Food aside, tonight's final When You're Not Looking comes courtesy of my terrible history with plants, and the sneaking suspicion that they die just to spite me. I love gardening; as kids, my siblings and I had a patch each of the garden, and I spent hours drawing painstaking plans, buying bamboo arches for the sweetpeas and laying black plastic over the weeds. The strawberry plants ate up space voraciously and sprouted delicious berries, although I never quite mastered the art of keeping them safe from the birds. I dug tiny ditches for the flower bed edging, and bought several bags of woodchips which remained unused, as we ended up moving house before I could complete my landscaping masterpiece.
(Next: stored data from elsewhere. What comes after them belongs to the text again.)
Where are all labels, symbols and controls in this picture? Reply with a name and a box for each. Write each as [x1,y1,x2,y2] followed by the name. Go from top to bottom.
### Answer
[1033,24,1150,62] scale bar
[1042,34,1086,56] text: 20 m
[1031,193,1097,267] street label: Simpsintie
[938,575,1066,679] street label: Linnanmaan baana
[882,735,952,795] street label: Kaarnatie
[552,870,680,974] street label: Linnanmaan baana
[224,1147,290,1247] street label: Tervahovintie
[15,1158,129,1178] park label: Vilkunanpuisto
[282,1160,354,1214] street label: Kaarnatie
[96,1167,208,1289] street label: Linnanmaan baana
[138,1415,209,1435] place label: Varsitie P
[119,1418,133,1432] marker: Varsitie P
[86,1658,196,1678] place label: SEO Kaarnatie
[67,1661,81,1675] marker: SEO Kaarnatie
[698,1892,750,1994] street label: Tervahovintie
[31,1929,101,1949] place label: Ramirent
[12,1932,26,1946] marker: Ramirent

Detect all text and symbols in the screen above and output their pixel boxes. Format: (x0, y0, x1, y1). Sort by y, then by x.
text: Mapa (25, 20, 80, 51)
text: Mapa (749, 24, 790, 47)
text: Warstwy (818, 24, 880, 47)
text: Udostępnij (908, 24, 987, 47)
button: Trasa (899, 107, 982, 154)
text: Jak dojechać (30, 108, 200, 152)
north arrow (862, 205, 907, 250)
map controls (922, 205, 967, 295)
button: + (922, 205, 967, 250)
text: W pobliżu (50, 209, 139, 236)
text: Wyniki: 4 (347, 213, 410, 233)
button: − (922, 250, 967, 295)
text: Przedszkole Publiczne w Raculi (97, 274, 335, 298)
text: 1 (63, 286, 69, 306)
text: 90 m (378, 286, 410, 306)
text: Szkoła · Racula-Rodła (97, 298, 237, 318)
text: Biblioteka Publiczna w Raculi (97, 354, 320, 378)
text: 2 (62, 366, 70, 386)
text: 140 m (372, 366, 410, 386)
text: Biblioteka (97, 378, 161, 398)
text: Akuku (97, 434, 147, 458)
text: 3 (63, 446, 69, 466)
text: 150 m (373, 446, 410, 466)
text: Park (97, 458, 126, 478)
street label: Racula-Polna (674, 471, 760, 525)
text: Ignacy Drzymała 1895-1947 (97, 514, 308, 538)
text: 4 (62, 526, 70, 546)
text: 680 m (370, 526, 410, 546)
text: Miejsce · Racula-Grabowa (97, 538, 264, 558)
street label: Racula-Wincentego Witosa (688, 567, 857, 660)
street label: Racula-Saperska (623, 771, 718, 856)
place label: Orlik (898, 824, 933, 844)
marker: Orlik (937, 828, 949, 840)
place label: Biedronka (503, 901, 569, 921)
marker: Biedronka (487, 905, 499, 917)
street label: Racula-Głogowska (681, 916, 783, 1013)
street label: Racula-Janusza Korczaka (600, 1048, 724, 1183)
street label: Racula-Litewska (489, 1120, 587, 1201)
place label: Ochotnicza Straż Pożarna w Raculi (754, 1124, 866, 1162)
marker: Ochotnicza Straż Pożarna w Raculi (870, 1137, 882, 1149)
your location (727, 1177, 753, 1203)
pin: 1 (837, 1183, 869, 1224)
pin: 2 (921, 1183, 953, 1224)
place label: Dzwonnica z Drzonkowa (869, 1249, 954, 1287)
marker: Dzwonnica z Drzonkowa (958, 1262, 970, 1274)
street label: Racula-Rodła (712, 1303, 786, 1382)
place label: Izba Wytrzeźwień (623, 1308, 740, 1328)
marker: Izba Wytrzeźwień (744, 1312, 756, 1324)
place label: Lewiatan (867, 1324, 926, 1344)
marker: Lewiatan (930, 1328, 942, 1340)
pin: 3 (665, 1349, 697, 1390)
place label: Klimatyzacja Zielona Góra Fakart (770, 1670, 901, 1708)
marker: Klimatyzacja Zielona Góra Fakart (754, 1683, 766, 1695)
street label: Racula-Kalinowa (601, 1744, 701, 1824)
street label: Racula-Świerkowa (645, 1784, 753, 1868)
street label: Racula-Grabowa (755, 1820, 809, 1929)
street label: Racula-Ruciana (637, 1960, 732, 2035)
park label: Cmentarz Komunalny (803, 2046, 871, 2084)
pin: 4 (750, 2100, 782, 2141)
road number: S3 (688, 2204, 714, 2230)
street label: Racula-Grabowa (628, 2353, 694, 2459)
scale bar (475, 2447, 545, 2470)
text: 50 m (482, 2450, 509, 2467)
The one thing I didn't do, however, was talk to my plants. I thought about it once or twice, but as much as the idea appealed to me, it seemed too ridiculous (although even as a 'mature' 22-year-old, I still talk to my teddies). Thus I continue to struggle along, trying to keep my plants alive without any verbal communication. Who knows, maybe that's where I've been going wrong all along! What do you think - have these guys got it right?

When You're Not Looking...

...politicians tell The Truth. But only to their plants. I believe we have Prince Charles to thank for that one.

I personally own two plants - a very sad Christmas tree seedling, which grew when neglected and now won't grow when cared for, and a small cactus named Clint. Clint lives in a similarly small teracotta pot full of blue gravel, with his gold gift-ribbon still tied around him and the name tag my brother put on it for me.

I can understand the urge to confide in plants, especially for politicians. After all, your peonies can't call the local press to refer to your fellow MPs as 'rabid monkeys', can they? And even if you do have a half-hour rant at your desktop spider plant about the inefficiencies of such-and-such a minister's department, it can hardly be expected to be secretly wielding a tape recorder.

In my opinion, it's only trees you have to be wary of. In case they're Ents. Everything else you can prune or tie to a trellis and it won't bother you. An Ent could quite feasibly perform a citizen's arrest - that is, if it's sorted out its immigration papers from Middle Earth and can be considered a citizen.

Thursday 17 February 2011

When You're Not Looking #3

Mystic Force? Trinity Warriors? Nah, I think I'll give it a miss... and I promptly change the channel. One of the joys of having Sky is that I now have so much to choose from, but then again, there's more rubbish to sift through - and even the programmes which seem promising can be off-puttingly badly made (Got To Dance. referenced above, is a pet hate right now). I'm beginning to see why my parents left the TV in the loft for much of my childhood. Entertainingly, we had three visits from the TV licensing people during that time to check that we weren't cheating on our payments, because they couldn't believe that anyone in their right mind wouldn't want television.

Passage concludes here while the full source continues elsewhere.